§ **WHAT TO WORK ON**:
Your response should consist of the data that follows, repeated in full without alteration.

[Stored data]
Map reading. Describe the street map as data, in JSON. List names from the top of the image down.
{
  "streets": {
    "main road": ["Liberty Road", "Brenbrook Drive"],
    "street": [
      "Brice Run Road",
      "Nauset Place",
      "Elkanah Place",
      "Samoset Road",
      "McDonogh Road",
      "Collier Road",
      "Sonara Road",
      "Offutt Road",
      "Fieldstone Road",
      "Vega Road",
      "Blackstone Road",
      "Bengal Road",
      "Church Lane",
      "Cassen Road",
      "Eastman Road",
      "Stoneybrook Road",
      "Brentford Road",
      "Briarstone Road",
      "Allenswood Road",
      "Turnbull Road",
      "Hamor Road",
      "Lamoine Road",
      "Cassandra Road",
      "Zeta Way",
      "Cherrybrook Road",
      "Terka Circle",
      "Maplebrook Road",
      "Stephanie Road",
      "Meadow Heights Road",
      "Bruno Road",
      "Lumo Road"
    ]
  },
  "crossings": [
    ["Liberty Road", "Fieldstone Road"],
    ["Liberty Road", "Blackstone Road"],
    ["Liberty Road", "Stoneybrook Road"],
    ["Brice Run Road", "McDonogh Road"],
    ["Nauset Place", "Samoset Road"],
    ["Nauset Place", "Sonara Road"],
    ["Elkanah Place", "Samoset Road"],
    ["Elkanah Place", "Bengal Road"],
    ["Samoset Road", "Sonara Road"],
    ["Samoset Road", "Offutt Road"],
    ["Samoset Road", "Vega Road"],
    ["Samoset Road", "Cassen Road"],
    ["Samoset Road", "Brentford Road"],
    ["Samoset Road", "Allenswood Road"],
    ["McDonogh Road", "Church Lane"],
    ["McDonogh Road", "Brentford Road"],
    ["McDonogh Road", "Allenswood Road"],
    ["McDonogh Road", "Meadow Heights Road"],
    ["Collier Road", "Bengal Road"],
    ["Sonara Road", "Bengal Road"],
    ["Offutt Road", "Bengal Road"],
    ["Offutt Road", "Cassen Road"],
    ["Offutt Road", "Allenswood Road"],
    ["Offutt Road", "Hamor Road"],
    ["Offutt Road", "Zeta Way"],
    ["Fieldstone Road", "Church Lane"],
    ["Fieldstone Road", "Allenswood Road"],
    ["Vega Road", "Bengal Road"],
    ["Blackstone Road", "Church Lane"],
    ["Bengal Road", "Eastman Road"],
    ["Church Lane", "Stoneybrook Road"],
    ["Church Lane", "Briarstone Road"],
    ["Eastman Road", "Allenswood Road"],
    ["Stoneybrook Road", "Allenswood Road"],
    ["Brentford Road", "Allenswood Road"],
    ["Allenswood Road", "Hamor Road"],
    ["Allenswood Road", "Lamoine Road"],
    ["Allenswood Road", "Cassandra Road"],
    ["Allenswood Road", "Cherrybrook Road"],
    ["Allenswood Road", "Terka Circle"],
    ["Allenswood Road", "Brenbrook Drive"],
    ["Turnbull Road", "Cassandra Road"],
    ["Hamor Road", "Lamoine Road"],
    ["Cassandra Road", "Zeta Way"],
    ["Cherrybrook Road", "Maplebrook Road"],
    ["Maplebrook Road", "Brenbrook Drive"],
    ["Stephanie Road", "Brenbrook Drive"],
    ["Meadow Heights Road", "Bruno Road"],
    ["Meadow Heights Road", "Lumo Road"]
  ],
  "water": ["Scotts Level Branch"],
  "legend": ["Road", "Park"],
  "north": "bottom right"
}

§ **RESULT OF THIS EXERCISE**:
Map reading. Describe the street map as data, in JSON. List names from the top of the image down.
{
  "streets": {
    "main road": ["Liberty Road", "Brenbrook Drive"],
    "street": [
      "Brice Run Road",
      "Nauset Place",
      "Elkanah Place",
      "Samoset Road",
      "McDonogh Road",
      "Collier Road",
      "Sonara Road",
      "Offutt Road",
      "Fieldstone Road",
      "Vega Road",
      "Blackstone Road",
      "Bengal Road",
      "Church Lane",
      "Cassen Road",
      "Eastman Road",
      "Stoneybrook Road",
      "Brentford Road",
      "Briarstone Road",
      "Allenswood Road",
      "Turnbull Road",
      "Hamor Road",
      "Lamoine Road",
      "Cassandra Road",
      "Zeta Way",
      "Cherrybrook Road",
      "Terka Circle",
      "Maplebrook Road",
      "Stephanie Road",
      "Meadow Heights Road",
      "Bruno Road",
      "Lumo Road"
    ]
  },
  "crossings": [
    ["Liberty Road", "Fieldstone Road"],
    ["Liberty Road", "Blackstone Road"],
    ["Liberty Road", "Stoneybrook Road"],
    ["Brice Run Road", "McDonogh Road"],
    ["Nauset Place", "Samoset Road"],
    ["Nauset Place", "Sonara Road"],
    ["Elkanah Place", "Samoset Road"],
    ["Elkanah Place", "Bengal Road"],
    ["Samoset Road", "Sonara Road"],
    ["Samoset Road", "Offutt Road"],
    ["Samoset Road", "Vega Road"],
    ["Samoset Road", "Cassen Road"],
    ["Samoset Road", "Brentford Road"],
    ["Samoset Road", "Allenswood Road"],
    ["McDonogh Road", "Church Lane"],
    ["McDonogh Road", "Brentford Road"],
    ["McDonogh Road", "Allenswood Road"],
    ["McDonogh Road", "Meadow Heights Road"],
    ["Collier Road", "Bengal Road"],
    ["Sonara Road", "Bengal Road"],
    ["Offutt Road", "Bengal Road"],
    ["Offutt Road", "Cassen Road"],
    ["Offutt Road", "Allenswood Road"],
    ["Offutt Road", "Hamor Road"],
    ["Offutt Road", "Zeta Way"],
    ["Fieldstone Road", "Church Lane"],
    ["Fieldstone Road", "Allenswood Road"],
    ["Vega Road", "Bengal Road"],
    ["Blackstone Road", "Church Lane"],
    ["Bengal Road", "Eastman Road"],
    ["Church Lane", "Stoneybrook Road"],
    ["Church Lane", "Briarstone Road"],
    ["Eastman Road", "Allenswood Road"],
    ["Stoneybrook Road", "Allenswood Road"],
    ["Brentford Road", "Allenswood Road"],
    ["Allenswood Road", "Hamor Road"],
    ["Allenswood Road", "Lamoine Road"],
    ["Allenswood Road", "Cassandra Road"],
    ["Allenswood Road", "Cherrybrook Road"],
    ["Allenswood Road", "Terka Circle"],
    ["Allenswood Road", "Brenbrook Drive"],
    ["Turnbull Road", "Cassandra Road"],
    ["Hamor Road", "Lamoine Road"],
    ["Cassandra Road", "Zeta Way"],
    ["Cherrybrook Road", "Maplebrook Road"],
    ["Maplebrook Road", "Brenbrook Drive"],
    ["Stephanie Road", "Brenbrook Drive"],
    ["Meadow Heights Road", "Bruno Road"],
    ["Meadow Heights Road", "Lumo Road"]
  ],
  "water": ["Scotts Level Branch"],
  "legend": ["Road", "Park"],
  "north": "bottom right"
}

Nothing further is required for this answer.